La Policía Nacional ha cerrado el aniversario de la Operación Peluche —puesta en marcha para perseguir los delitos más graves de abusos sexuales a menores— con la detención de dos fugitivos, uno de nacionalidad peruana y otro costarricense, durante el mes de octubre.
«Ambos llevaban una vida completamente normal en Madrid, asentados con familiares y conocidos, y sin recurrir a documentación falsa, algo poco común entre criminales organizados», señalan los investigadores a El Mundo.
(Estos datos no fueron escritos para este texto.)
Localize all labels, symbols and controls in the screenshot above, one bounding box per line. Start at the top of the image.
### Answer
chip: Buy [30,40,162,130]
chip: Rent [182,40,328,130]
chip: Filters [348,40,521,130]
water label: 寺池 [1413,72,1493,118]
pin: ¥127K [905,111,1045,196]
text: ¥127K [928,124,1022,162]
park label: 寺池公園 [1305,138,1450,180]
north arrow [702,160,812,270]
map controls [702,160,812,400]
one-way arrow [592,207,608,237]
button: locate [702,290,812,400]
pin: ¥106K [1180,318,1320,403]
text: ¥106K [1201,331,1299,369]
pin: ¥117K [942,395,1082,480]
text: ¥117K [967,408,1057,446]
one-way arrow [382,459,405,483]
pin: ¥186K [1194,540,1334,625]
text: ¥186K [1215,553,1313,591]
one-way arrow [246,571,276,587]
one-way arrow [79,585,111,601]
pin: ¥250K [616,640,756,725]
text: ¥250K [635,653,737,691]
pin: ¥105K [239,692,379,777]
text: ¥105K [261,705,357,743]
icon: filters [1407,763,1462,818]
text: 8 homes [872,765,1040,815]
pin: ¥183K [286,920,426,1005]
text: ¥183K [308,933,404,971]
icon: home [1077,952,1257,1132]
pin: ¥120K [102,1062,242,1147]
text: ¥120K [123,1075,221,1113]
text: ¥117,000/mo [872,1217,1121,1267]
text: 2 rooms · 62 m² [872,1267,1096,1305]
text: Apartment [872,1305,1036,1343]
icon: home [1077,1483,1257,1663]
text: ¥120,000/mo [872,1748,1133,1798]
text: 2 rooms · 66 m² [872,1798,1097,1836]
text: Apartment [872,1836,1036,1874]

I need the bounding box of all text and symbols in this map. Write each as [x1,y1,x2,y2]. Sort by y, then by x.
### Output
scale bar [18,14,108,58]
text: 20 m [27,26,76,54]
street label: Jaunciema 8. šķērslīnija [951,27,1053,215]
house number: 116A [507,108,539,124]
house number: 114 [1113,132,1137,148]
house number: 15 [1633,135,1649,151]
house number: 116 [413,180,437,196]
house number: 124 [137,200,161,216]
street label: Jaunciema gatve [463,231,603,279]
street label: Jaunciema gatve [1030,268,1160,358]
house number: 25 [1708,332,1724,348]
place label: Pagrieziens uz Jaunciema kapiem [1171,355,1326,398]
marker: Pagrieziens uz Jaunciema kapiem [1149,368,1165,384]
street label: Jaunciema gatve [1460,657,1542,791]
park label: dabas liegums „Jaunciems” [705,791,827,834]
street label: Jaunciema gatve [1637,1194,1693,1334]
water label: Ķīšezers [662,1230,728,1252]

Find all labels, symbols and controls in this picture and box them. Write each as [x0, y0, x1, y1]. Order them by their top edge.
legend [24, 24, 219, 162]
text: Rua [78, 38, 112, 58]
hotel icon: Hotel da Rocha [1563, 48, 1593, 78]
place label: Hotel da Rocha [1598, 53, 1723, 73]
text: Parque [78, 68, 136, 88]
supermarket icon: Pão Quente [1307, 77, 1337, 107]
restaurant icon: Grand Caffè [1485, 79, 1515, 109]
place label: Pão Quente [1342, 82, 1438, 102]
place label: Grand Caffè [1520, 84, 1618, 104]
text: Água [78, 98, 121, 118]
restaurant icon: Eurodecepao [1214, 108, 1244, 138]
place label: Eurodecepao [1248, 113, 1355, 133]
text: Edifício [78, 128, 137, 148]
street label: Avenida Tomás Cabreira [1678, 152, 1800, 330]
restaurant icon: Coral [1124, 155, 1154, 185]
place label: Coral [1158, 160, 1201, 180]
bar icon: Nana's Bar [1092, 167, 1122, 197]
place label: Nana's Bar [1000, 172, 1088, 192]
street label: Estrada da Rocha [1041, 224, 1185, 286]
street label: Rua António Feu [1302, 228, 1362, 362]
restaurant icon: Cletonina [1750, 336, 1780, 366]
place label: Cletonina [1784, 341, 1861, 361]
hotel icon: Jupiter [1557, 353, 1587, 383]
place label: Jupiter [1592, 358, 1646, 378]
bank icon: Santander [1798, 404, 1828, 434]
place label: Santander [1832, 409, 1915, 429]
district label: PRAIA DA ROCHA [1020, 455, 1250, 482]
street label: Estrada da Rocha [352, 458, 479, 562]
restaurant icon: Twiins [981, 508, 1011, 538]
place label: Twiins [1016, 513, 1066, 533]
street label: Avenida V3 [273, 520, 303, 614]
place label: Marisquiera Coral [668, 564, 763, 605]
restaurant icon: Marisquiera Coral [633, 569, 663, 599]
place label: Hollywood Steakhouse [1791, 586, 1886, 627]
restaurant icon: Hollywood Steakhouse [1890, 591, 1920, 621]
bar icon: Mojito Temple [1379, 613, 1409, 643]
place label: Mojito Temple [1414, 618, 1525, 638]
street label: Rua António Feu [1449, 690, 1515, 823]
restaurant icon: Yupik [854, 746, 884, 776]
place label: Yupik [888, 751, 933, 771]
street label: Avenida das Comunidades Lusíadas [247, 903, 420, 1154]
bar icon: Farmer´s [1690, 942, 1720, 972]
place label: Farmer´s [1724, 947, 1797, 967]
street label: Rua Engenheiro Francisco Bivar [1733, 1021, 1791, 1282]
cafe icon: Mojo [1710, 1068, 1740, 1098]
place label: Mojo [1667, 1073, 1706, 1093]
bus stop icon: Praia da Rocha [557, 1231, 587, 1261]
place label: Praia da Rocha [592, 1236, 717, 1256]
Tras ser puestos a disposición judicial, un juez ha decretado su ingreso en prisión provisional mientras se resuelven sus procesos de extradición. Según las mismas fuentes, los trámites pueden prolongarse durante meses o incluso años. «Muchos no quieren regresar a su país, donde las penas son más severas, y utilizan todos los recursos posibles para evitarlo«, explican.
El primero de los arrestados, de origen peruano, estaba acusado de abusar sexualmente de una menor, hermana de su pareja, durante ocho años. Según la investigación, utilizaba las redes sociales para comprobar que la víctima se encontraba sola en casa y accedía a la vivienda por el tejado contiguo. Primero se ganó su confianza, hasta el punto de compartir películas con ella, antes de cometer la agresión.
El caso se destapó cuando su pareja descubrió grabaciones de los abusos y preguntó directamente a la menor, que admitió haber callado por miedo a represalias. Interpol notificó la orden internacional de detención a finales de septiembre y el fugitivo fue arrestado el 10 de octubre en Fuenlabrada.
El segundo detenido, un ciudadano costarricense, había abusado de una menor conocida de su familia en la ciudad de Colón, Costa Rica. Según las autoridades, invitó a la joven a consumir alcohol hasta que perdió el control y la trasladó a un motel de San Antonio de Belén, donde se aprovechó de ella valiéndose de su fuerza física. La solicitud de detención llegó a la Policía Nacional a mediados de septiembre y, tras una investigación exhaustiva, fue localizado y detenido el 14 de octubre en Aranjuez.
Con estas dos detenciones, la Policía Nacional da por concluido el primer año de la Operación Peluche, desarrollada por la Sección de Localización de Fugitivos. En este periodo se ha arrestado a 35 personas reclamadas por delitos sexuales graves contra menores, un tipo de criminalidad que las fuerzas de seguridad consideran una prioridad absoluta.